**Exercise instructions:**
Copy out, unchanged, every line from the start of the records to the line that contains "g.textAlign = isNaN(turn) ? turn : align;", and stop there.

====

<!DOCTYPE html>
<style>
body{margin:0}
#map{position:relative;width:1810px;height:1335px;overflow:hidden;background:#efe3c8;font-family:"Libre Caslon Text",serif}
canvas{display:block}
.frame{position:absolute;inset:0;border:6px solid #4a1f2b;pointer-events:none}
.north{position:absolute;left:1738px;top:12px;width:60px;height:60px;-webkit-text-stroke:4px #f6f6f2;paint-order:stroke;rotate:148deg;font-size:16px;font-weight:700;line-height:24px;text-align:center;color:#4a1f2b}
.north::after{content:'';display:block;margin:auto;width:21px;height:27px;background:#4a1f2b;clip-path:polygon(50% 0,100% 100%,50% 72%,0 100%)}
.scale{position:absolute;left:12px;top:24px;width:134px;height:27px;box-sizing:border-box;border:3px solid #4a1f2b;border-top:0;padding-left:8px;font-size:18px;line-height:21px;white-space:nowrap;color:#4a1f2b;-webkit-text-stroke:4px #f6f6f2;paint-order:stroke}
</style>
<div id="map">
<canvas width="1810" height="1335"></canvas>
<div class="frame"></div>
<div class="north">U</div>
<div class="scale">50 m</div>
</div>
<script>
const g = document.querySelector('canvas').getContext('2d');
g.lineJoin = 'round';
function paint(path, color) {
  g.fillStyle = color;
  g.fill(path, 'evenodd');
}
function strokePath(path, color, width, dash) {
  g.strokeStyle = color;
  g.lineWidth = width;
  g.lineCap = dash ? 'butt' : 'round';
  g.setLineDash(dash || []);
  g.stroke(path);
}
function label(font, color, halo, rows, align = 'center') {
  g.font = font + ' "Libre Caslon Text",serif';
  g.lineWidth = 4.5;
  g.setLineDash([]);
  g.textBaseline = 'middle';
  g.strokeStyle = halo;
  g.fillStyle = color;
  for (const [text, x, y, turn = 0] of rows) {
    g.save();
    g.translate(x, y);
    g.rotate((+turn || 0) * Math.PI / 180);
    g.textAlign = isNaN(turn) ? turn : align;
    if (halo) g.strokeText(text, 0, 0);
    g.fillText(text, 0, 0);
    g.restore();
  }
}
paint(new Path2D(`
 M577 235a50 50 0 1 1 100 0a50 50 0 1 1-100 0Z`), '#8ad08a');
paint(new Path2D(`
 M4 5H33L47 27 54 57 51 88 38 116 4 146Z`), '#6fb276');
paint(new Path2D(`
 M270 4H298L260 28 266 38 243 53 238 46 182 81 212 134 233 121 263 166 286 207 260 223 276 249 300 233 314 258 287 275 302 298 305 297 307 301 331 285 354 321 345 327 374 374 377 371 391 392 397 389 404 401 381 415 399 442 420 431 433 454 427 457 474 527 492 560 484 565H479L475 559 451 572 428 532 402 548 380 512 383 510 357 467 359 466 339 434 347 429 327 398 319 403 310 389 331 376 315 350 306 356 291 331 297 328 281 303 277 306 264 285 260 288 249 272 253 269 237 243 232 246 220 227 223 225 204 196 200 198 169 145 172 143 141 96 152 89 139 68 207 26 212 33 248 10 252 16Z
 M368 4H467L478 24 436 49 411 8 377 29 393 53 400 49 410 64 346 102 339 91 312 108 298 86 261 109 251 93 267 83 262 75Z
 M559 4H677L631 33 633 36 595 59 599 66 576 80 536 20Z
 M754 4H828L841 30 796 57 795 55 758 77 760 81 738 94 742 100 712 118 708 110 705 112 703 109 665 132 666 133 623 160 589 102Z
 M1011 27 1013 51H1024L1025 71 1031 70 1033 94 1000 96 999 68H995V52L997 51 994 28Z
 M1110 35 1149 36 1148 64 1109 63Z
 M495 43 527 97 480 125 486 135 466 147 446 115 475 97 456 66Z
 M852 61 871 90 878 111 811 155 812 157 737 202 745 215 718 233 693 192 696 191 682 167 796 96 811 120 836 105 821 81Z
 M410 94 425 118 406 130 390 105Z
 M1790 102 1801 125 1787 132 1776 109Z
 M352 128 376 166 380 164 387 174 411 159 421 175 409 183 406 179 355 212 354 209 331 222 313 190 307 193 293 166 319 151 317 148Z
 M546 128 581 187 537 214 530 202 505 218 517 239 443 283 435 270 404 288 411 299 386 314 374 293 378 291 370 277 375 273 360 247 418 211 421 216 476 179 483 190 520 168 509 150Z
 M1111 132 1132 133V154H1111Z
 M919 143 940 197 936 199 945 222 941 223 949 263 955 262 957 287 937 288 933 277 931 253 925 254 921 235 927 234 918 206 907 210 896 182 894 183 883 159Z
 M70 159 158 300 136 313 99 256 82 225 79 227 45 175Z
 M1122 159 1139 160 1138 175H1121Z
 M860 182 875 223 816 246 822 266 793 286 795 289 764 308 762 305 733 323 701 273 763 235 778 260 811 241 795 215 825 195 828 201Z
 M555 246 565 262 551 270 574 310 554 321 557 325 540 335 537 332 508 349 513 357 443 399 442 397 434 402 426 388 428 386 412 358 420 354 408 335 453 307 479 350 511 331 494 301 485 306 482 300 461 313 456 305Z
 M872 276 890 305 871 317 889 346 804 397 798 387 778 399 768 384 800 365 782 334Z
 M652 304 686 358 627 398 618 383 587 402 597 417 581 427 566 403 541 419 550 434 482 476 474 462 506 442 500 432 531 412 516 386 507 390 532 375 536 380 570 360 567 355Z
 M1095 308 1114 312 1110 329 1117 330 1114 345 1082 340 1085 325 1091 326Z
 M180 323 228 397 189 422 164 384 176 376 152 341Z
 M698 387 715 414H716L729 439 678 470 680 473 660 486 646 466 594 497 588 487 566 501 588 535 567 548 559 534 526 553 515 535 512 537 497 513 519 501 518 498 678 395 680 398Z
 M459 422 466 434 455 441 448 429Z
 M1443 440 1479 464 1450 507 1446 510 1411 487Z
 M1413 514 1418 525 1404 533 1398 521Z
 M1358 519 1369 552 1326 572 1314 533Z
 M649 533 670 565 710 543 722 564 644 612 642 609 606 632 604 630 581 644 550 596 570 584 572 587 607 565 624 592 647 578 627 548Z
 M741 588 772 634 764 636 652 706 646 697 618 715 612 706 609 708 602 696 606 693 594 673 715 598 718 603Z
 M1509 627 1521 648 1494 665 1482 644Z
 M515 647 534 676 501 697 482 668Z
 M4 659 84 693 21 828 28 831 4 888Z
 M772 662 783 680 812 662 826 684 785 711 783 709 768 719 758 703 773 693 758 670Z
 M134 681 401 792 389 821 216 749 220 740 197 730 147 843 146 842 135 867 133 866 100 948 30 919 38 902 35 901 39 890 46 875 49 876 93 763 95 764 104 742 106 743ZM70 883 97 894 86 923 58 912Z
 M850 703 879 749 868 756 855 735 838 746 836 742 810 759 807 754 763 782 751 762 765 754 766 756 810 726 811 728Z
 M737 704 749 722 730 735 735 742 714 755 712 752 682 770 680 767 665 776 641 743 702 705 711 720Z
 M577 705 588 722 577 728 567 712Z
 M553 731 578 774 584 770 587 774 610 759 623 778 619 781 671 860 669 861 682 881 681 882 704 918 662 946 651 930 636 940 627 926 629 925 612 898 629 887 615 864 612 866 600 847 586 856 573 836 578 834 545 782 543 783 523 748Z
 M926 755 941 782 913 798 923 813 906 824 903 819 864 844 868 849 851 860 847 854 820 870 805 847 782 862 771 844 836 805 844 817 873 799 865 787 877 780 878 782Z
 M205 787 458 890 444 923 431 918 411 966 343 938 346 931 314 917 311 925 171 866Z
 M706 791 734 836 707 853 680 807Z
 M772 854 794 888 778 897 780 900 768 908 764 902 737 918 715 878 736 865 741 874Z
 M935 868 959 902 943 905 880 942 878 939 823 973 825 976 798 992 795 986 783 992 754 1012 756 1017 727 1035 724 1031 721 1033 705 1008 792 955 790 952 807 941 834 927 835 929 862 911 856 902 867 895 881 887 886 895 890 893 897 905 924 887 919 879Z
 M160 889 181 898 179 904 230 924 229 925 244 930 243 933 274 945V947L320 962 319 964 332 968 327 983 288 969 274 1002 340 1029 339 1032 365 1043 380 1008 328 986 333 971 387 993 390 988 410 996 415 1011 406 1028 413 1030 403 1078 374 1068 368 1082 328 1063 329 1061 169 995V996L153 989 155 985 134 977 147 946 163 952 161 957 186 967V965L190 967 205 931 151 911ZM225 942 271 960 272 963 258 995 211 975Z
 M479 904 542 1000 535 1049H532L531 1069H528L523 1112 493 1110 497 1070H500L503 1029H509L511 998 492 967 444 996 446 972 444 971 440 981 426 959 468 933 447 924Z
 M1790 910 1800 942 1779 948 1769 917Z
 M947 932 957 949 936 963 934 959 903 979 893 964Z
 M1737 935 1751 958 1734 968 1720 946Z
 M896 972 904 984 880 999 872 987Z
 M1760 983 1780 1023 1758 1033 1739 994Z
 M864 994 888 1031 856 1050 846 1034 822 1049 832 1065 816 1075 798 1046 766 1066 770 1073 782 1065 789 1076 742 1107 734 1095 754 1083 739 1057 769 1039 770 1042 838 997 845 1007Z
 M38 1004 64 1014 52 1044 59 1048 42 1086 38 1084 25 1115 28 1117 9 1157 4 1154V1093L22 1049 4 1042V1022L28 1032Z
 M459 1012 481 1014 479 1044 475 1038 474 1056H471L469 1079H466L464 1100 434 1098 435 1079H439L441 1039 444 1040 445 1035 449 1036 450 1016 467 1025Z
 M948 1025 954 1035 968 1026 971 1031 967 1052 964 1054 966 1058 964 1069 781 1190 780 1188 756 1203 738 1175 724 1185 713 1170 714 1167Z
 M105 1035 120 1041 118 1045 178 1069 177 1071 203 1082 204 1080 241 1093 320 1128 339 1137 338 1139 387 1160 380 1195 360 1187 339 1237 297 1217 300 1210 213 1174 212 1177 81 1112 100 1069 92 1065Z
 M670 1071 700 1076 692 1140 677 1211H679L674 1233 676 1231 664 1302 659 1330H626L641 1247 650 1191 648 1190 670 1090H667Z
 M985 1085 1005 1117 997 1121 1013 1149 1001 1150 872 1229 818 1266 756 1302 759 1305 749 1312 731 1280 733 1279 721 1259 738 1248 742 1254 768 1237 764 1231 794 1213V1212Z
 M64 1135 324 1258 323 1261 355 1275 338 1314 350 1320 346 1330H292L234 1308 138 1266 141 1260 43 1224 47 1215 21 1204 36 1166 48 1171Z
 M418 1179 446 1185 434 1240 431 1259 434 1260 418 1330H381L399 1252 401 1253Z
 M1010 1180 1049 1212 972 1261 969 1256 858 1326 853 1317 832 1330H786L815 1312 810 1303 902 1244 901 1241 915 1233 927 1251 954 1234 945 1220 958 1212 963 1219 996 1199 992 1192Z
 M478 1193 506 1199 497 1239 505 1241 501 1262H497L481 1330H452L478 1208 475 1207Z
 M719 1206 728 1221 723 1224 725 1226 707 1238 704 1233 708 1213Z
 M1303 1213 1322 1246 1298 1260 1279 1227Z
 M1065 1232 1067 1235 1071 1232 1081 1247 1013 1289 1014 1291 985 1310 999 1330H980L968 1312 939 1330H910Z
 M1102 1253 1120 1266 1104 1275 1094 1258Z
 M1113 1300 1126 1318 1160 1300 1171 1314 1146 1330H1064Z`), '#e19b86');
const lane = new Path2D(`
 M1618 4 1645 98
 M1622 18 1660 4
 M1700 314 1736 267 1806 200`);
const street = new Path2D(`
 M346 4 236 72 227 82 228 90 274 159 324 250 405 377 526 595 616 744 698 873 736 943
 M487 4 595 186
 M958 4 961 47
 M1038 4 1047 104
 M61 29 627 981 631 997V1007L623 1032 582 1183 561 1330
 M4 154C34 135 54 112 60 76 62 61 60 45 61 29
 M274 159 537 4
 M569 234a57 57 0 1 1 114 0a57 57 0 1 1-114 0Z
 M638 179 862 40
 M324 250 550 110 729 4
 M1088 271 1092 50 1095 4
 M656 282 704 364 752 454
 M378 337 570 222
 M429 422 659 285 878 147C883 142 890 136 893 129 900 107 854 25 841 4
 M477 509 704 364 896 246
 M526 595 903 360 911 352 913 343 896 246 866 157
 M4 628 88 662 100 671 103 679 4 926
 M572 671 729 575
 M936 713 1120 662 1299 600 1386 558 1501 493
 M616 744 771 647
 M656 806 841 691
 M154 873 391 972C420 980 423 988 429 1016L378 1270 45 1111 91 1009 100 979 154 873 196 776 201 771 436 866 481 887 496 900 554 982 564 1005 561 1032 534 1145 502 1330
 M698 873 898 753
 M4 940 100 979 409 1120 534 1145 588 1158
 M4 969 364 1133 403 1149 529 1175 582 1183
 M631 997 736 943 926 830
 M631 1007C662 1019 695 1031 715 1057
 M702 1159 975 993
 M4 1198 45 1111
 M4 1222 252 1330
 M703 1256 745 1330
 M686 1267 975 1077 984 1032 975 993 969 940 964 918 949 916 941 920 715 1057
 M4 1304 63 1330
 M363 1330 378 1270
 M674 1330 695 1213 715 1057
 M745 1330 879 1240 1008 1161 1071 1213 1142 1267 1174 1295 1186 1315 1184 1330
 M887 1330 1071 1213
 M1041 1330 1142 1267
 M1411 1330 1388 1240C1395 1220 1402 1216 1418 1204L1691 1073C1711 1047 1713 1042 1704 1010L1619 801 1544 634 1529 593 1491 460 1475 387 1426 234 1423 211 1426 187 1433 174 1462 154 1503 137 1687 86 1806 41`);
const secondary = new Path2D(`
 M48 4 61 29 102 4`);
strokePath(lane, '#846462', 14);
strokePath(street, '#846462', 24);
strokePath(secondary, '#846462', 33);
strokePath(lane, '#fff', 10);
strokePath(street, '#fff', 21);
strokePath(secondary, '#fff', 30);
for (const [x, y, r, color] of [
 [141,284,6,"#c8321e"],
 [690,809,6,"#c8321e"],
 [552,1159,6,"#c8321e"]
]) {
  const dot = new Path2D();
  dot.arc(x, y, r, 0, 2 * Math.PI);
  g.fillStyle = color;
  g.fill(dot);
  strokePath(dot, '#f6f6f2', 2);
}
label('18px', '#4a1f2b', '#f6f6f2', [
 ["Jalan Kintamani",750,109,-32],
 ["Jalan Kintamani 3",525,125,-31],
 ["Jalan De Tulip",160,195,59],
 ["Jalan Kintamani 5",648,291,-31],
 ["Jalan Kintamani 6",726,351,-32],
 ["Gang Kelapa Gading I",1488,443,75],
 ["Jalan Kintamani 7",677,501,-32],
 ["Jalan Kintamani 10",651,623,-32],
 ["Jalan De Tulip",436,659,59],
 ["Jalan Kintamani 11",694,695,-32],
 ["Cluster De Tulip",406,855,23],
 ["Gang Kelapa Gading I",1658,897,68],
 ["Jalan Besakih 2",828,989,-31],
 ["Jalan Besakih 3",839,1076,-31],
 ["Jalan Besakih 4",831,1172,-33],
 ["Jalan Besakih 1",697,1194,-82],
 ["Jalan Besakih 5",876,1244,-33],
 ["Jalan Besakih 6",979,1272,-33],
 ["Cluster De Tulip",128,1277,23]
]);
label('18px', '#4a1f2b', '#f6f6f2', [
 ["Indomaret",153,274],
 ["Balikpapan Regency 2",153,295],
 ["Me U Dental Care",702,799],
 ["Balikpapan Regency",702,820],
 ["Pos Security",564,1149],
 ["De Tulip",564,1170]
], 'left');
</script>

====

**Solution for this problem:**
<!DOCTYPE html>
<style>
body{margin:0}
#map{position:relative;width:1810px;height:1335px;overflow:hidden;background:#efe3c8;font-family:"Libre Caslon Text",serif}
canvas{display:block}
.frame{position:absolute;inset:0;border:6px solid #4a1f2b;pointer-events:none}
.north{position:absolute;left:1738px;top:12px;width:60px;height:60px;-webkit-text-stroke:4px #f6f6f2;paint-order:stroke;rotate:148deg;font-size:16px;font-weight:700;line-height:24px;text-align:center;color:#4a1f2b}
.north::after{content:'';display:block;margin:auto;width:21px;height:27px;background:#4a1f2b;clip-path:polygon(50% 0,100% 100%,50% 72%,0 100%)}
.scale{position:absolute;left:12px;top:24px;width:134px;height:27px;box-sizing:border-box;border:3px solid #4a1f2b;border-top:0;padding-left:8px;font-size:18px;line-height:21px;white-space:nowrap;color:#4a1f2b;-webkit-text-stroke:4px #f6f6f2;paint-order:stroke}
</style>
<div id="map">
<canvas width="1810" height="1335"></canvas>
<div class="frame"></div>
<div class="north">U</div>
<div class="scale">50 m</div>
</div>
<script>
const g = document.querySelector('canvas').getContext('2d');
g.lineJoin = 'round';
function paint(path, color) {
  g.fillStyle = color;
  g.fill(path, 'evenodd');
}
function strokePath(path, color, width, dash) {
  g.strokeStyle = color;
  g.lineWidth = width;
  g.lineCap = dash ? 'butt' : 'round';
  g.setLineDash(dash || []);
  g.stroke(path);
}
function label(font, color, halo, rows, align = 'center') {
  g.font = font + ' "Libre Caslon Text",serif';
  g.lineWidth = 4.5;
  g.setLineDash([]);
  g.textBaseline = 'middle';
  g.strokeStyle = halo;
  g.fillStyle = color;
  for (const [text, x, y, turn = 0] of rows) {
    g.save();
    g.translate(x, y);
    g.rotate((+turn || 0) * Math.PI / 180);
    g.textAlign = isNaN(turn) ? turn : align;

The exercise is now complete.